Online teaching is not prop comedy

Because of coronavirus, my first teaching semester at Beijing Normal University is all online. Add that it’s a new class, and that I am teaching it in Chinese, and it all starts to look pretty stressful. Changing to a new language isn’t just a matter of picking up new vocabulary–you have to change to a whole new system of thinking. I was already deeply impressed by my Chinese colleagues who learned to teach in English. Now that I am doing the same thing in reverse, I am super impressed.

The class in question is a graduate seminar on food studies, and just to liven things up, I started bringing in food related to that day’s readings.

So on the day we talked about global food security (i.e., food crises brought about by diversion of corn crops),  I halfway through the lecture started gnawing on an ear of corn.

When we talked about extensive soybean farming for China’s pork industry, I suddenly pulled out a giant plate of bacon. All without a word, mind you, just “sorry, do you mind if I have a snack?”

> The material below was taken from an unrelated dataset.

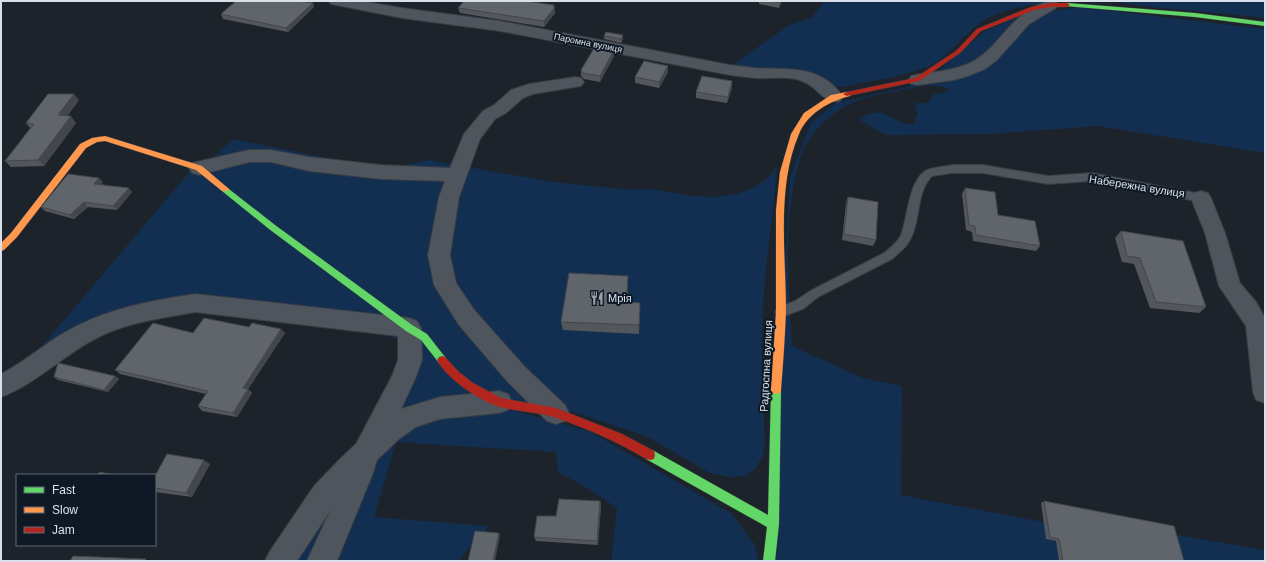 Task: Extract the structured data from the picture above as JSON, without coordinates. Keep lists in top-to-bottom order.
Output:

This week we talked about branding, with readings on Starbucks. Now I don’t especially dislike Starbucks as a corporation, but boy I can’t stand their coffee. So I definitely wasn’t going to do that.

Instead, I dropped by the 7-11, and bought every branded snack I could find. My plan was that every time we said the word “brand,” I would pull out a bag of something, hold it up to the camera, and take a bite.

That’s right, Wayne’s World 2, I stole your bit.

Now “every branded good” in a 7-11 is a bit of an exaggeration, but I still got a pretty good selection. Definitely enough to power a late night philosophy session.

Like, does a flower even know it’s a flower?

Again, the plan was to hold up a random snack and take a bite every time we mentioned the word “brand.” Which is fine until you remember that it was a three hour seminar about brands.

Basically, I assumed that someone would call me on the joke, and that would be that. There was no contingency thinking for that not happening. And I wasn’t about to stop the joke halfway through. No way.

So at the end of the day, we all got to know a lot more about branding, and I was reminded what it feels like to be a college sophomore who just moved out of the dorms.

It feels nauseating.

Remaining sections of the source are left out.